Mal mülk sahibi olmakta aşırılık, elde bulunan mülke bir katkı yapmaz. Aksine, insanın konkunç bir mal hırsına kapılmasına sebep olur. Böyleleri ne kadar malk mülk edinseler de yine doymazlar ve sürekli olarak elindekilerin az ve kendinin çok daha fazlasına layık ve muhtaç olduğu hissinden kendilerini kurtaramazlar.



İşte böylece, ilk fayda ve ana sermayesinin yapısı bozulur ve yerini, müzminleşmiş bir hırs veazap kaynağı bir düşkünlüğe terkeder.



Burada bir diğer husus daha vardır, oda şu:



Hayatın bütün meselesi Alah’ın yaratıklara vermiş olduğu fıtrat ve kabiliyet uyarınca sadece biyolojik istek ve ihtiyaçları yerine getirmekten ibaret olamaz.



Hayatta biricik faktör asla bu biyolojik faktör değildir.

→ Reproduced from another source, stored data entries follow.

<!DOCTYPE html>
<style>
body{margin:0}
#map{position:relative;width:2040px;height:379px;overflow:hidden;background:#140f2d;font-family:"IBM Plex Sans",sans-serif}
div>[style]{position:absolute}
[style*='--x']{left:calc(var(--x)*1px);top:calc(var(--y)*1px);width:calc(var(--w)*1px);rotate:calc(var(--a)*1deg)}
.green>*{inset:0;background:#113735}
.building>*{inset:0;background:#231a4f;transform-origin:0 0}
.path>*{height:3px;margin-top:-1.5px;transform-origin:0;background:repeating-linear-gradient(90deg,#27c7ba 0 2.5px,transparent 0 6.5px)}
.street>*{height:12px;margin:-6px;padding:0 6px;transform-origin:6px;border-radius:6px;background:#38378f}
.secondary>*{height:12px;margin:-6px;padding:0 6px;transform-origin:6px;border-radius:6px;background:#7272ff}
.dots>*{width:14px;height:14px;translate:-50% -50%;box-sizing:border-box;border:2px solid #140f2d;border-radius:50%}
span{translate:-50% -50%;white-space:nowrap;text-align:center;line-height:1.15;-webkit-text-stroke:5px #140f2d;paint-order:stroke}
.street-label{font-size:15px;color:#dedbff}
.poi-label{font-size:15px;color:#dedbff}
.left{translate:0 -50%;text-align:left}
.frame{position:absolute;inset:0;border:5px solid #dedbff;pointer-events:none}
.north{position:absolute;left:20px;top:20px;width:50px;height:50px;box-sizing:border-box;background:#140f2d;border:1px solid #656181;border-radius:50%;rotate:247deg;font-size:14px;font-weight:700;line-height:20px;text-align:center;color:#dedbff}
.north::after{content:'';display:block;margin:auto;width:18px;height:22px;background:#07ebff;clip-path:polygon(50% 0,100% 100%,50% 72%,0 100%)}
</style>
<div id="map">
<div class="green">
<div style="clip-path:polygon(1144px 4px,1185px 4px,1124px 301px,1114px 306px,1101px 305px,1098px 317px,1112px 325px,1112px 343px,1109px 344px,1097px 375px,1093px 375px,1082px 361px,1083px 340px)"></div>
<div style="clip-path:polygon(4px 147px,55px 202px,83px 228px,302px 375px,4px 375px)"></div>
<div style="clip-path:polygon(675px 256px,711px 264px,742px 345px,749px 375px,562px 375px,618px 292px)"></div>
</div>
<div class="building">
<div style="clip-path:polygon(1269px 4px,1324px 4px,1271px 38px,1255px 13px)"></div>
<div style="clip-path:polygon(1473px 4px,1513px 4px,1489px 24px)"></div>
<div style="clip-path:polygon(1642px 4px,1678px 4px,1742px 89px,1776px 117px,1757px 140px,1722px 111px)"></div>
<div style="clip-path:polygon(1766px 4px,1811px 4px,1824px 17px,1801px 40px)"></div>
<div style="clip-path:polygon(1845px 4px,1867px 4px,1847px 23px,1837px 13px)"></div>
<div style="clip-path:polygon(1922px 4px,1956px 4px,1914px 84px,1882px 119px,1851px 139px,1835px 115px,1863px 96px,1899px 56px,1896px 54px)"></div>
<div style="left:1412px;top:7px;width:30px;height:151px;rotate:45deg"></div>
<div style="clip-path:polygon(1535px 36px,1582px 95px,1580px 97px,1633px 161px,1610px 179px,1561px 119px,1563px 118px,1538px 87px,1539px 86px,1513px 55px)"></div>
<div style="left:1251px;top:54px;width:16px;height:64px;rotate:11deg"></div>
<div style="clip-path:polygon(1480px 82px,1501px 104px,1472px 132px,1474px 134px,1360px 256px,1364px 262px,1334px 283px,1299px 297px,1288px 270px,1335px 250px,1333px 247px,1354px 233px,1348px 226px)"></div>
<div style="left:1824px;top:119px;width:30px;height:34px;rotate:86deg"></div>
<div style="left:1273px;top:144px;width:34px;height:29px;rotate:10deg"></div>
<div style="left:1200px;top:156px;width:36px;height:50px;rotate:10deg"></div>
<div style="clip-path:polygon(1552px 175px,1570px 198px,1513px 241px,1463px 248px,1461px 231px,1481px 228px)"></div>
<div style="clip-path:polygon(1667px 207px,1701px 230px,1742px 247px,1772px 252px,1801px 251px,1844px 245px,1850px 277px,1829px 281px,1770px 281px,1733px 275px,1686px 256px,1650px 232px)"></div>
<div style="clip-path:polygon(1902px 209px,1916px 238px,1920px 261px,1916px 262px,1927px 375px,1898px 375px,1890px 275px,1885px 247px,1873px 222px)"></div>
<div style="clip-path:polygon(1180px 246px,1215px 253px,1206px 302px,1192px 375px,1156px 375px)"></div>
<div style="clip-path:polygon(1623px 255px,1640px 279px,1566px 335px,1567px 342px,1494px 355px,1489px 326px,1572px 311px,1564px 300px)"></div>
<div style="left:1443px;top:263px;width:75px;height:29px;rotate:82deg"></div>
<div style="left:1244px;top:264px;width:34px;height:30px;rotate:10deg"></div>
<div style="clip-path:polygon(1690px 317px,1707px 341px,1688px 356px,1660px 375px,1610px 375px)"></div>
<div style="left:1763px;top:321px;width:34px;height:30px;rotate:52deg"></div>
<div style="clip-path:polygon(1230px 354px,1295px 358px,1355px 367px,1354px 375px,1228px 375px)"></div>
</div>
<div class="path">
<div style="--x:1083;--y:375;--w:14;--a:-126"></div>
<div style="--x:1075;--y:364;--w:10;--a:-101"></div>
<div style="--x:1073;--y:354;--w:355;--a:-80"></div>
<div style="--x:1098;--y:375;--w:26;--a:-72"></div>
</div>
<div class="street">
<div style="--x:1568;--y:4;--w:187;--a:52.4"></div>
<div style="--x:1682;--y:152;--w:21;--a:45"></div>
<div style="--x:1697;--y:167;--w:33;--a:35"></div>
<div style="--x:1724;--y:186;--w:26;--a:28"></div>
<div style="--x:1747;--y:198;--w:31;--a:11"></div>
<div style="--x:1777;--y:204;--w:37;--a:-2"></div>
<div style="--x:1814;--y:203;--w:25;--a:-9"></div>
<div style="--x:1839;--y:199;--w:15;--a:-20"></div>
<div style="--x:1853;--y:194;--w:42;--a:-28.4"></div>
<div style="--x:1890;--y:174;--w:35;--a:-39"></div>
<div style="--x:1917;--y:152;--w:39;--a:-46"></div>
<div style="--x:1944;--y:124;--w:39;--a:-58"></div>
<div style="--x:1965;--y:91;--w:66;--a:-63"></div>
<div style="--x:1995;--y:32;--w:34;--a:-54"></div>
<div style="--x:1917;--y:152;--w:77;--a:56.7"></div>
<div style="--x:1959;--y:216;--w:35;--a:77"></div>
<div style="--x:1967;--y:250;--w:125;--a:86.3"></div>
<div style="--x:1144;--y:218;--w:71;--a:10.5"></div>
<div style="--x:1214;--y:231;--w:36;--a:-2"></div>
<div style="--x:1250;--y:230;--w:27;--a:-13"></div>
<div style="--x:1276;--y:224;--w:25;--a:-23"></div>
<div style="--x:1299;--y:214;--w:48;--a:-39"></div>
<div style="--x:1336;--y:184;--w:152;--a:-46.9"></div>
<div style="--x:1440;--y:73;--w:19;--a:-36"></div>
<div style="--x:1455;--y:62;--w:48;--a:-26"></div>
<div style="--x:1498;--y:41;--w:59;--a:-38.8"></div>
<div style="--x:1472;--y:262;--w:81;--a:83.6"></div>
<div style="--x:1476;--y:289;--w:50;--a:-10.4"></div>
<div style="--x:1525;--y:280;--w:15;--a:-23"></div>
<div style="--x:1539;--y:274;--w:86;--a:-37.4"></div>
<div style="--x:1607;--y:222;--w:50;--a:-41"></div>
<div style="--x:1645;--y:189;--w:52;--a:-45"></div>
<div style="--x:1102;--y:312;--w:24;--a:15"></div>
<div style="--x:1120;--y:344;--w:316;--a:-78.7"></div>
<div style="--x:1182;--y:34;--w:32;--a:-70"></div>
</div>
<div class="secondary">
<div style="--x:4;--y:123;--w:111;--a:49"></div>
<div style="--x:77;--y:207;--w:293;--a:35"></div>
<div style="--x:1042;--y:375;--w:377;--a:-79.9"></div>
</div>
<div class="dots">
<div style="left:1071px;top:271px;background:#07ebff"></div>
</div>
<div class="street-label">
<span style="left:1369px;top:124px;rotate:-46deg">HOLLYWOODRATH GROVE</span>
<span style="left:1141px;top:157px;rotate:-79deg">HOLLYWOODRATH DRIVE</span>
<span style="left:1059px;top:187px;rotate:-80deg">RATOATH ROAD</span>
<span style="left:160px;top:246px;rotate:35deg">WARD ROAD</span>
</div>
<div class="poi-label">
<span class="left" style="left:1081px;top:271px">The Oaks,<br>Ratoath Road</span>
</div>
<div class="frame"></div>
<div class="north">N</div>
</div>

İnsan ve hayatın fıtrat ve yaratılışında bunun yanında bir de güzellik vardır. Güzellik , zorunluğun mantığına boyun eğmez. Zaruretlerin giderilmesinde güzellik aranmaz. Aksine güzellik, zaruretin üzerine ilave edilen bir ektir. Güzelliğin yalnız zaruretlerin karşılanmasında değil de; zaruretlerin karşılanış tarzında rolü vardır.



Uçsuz bucaksız dünyaya çevrilen bir tek bakış, insanın basiretini bu gerçeğe açmaya kafidir.



Şu, etrafa güzel kokular saçan ve değişik renkleri birbirine son derece uygun bir şekilde kaynaşmış taze çiçeği görmüyor musun?!... Yoksa bunun bir zaruret eseri olduğunu mu zannediyorsun?!...



Diyorlar ki çiçeğin güzelliği, arıyı kendisine çekip, insanlara gıda ve şifa olarak balı yapmasını sağlamak ve bitkilerin döllenmesine yardım etmek içindir.



Çiçekte bulunan bütün bu güzelliklerin arı ölçüsündeki zaruretten doğduğuna ihtimal verebilirmisin?...



Vallahi bunun gerçekle asla ilgisi yoktur. zira arı, küçücük ve mütevazi bir yaratıktır. Üstün güzelliği sahip bir çiçek üzerine de konar, hiçte güzel olmayan bir çiçek üzerine de...



O halde çiçeğin güzelliği kaçınılmaz bir zaruret değildir. biyolojik hedeflerin tümü çiçeklerin en güzelinde tamamlanabileceği gibi, en basit bir çiçekte de tamamlanabilir...



Şu esrarlı tabiata bakmıyor musun; şafağın son derece güzel kırmızılığını ve bereketli sabahın eşsiz güzeliğini görmüyor musun?.. Ruhları bürüyen ve vicdanları titreten şu yüce dağların azamet ve parlaklığı karşısında durup düşünmüyor musun?!



Sonsuza kadar  uzayıp giden, sanki içerisinde esrar-engiz hayal ve karaltıların barındığı engin ve dalgalı denizi görmüyor musun?!...



Hiç mehtablı gecenin ışık ve gölgesi altında akan hayalleri ve fısıldayan konuşmasına kulak vere vere, seherin tadını tattın mı?!..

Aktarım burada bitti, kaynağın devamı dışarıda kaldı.